* **Exercise objective**
Scan the lines below for the string "with" and copy every one that has it.

* **Available records**
※ ※ ※
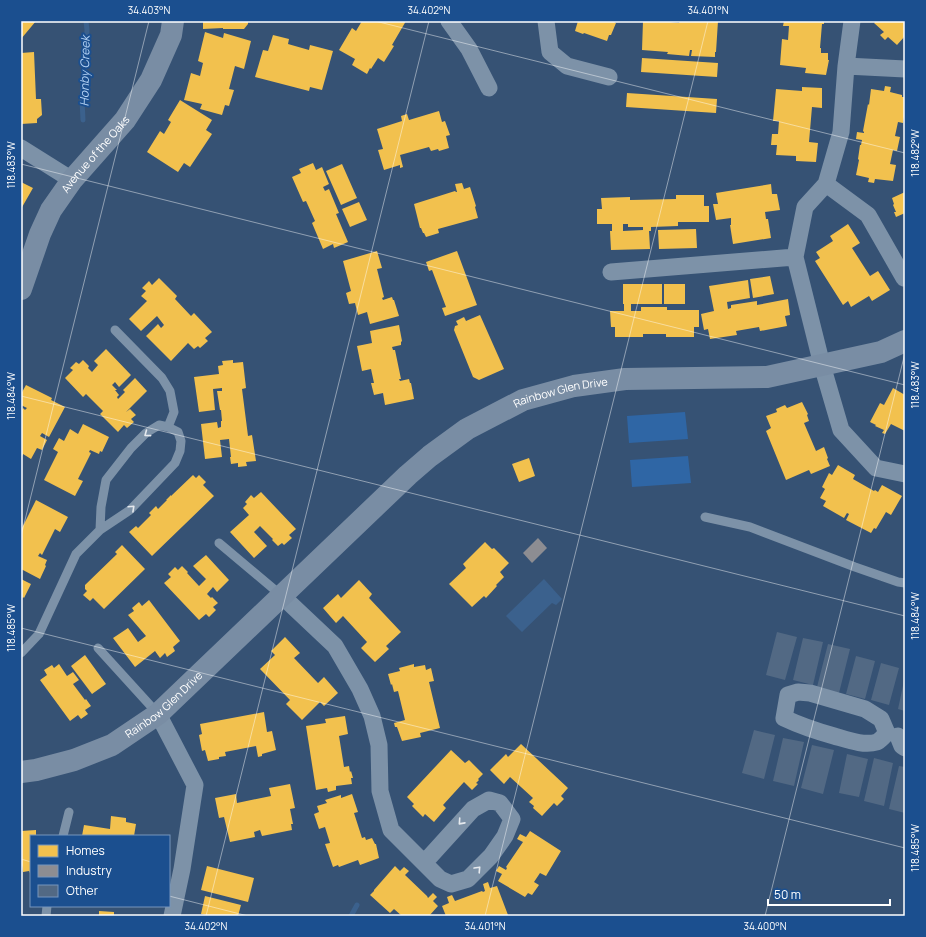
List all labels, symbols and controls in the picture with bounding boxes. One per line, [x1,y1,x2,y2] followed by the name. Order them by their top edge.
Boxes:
[128,3,170,17] text: 34.403°N
[408,3,451,17] text: 34.402°N
[687,3,729,17] text: 34.401°N
[75,33,94,107] water label: Honby Creek
[57,113,133,195] street label: Avenue of the Oaks
[908,129,922,177] text: 118.482°W
[4,141,18,189] text: 118.483°W
[908,361,922,409] text: 118.483°W
[4,372,18,420] text: 118.484°W
[511,373,609,411] street label: Rainbow Glen Drive
[144,429,151,436] one-way arrow
[127,505,135,512] one-way arrow
[908,592,922,640] text: 118.484°W
[4,604,18,652] text: 118.485°W
[122,667,206,741] street label: Rainbow Glen Drive
[458,817,465,825] one-way arrow
[908,824,922,872] text: 118.485°W
[30,835,170,907] legend
[66,842,105,859] text: Homes
[66,862,112,879] text: Industry
[474,866,481,874] one-way arrow
[768,881,890,907] scale bar
[66,882,99,899] text: Other
[774,886,801,903] text: 50 m
[185,919,228,933] text: 34.402°N
[464,919,506,933] text: 34.401°N
[743,919,787,933] text: 34.400°N

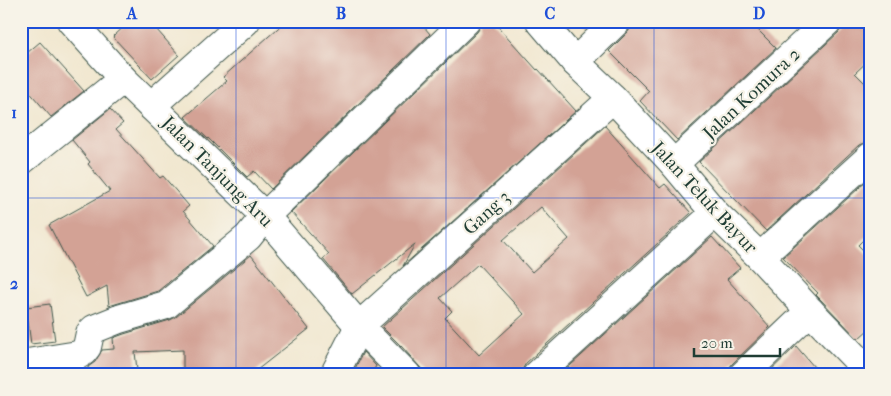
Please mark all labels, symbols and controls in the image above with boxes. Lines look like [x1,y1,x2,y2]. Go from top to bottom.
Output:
text: A [126,4,138,23]
text: B [336,4,346,23]
text: C [545,4,556,23]
text: D [753,4,765,23]
street label: Jalan Komura 2 [697,43,805,146]
text: 1 [11,103,17,122]
street label: Jalan Tanjung Aru [156,110,277,232]
street label: Jalan Teluk Bayur [646,136,762,259]
street label: Gang 3 [459,186,515,239]
text: 2 [10,274,18,293]
scale bar [694,326,780,358]
text: 20 m [701,334,733,352]

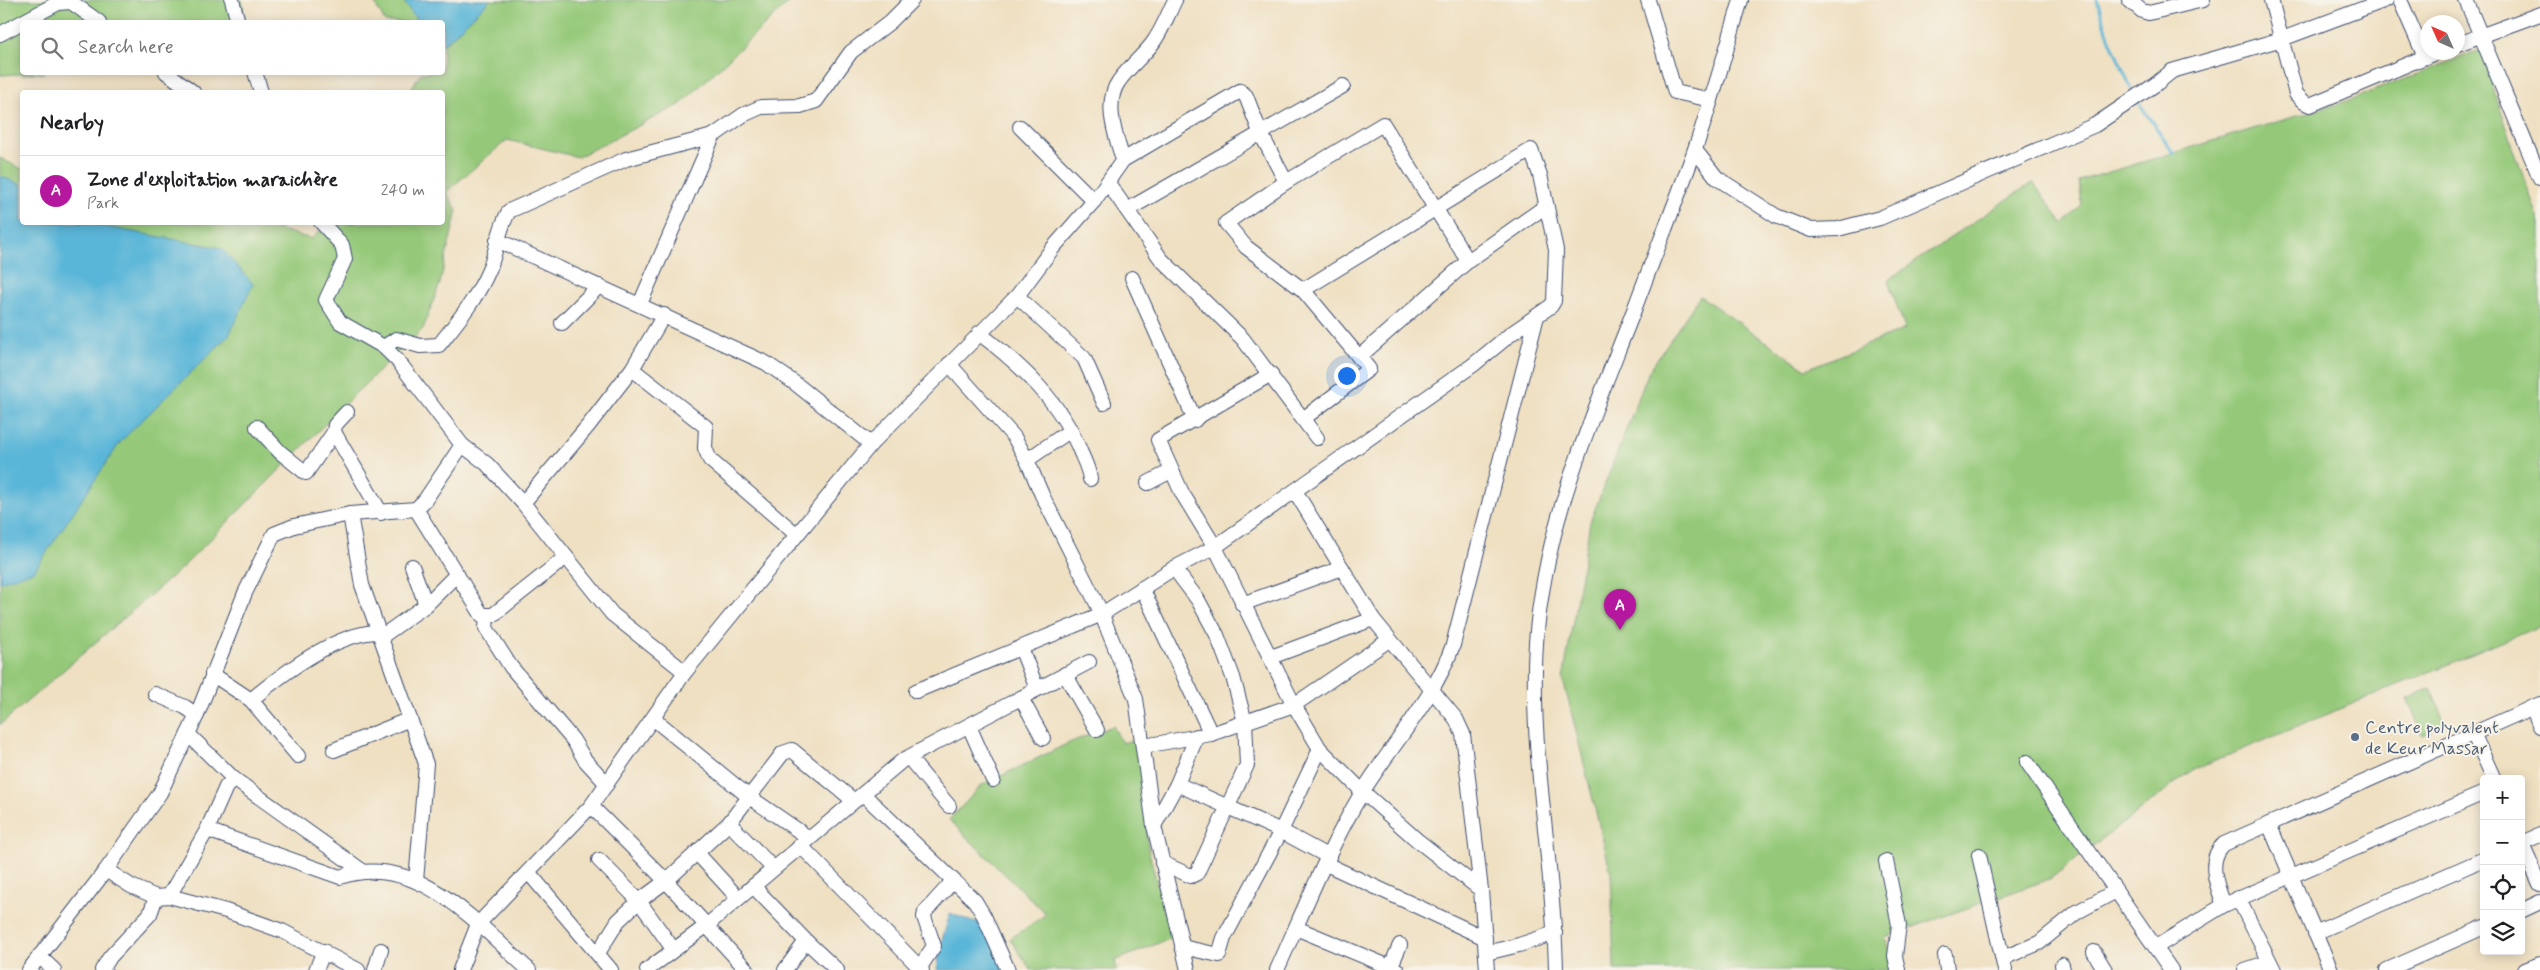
※ ※ ※
* **Solution**
List all labels, symbols and controls in the picture with bounding boxes. One per line, [x1,y1,x2,y2] followed by the name. Order them by their top edge.
Please mark all labels, symbols and controls in the image above with boxes. Lines look like [x1,y1,x2,y2]. Go from top to bottom.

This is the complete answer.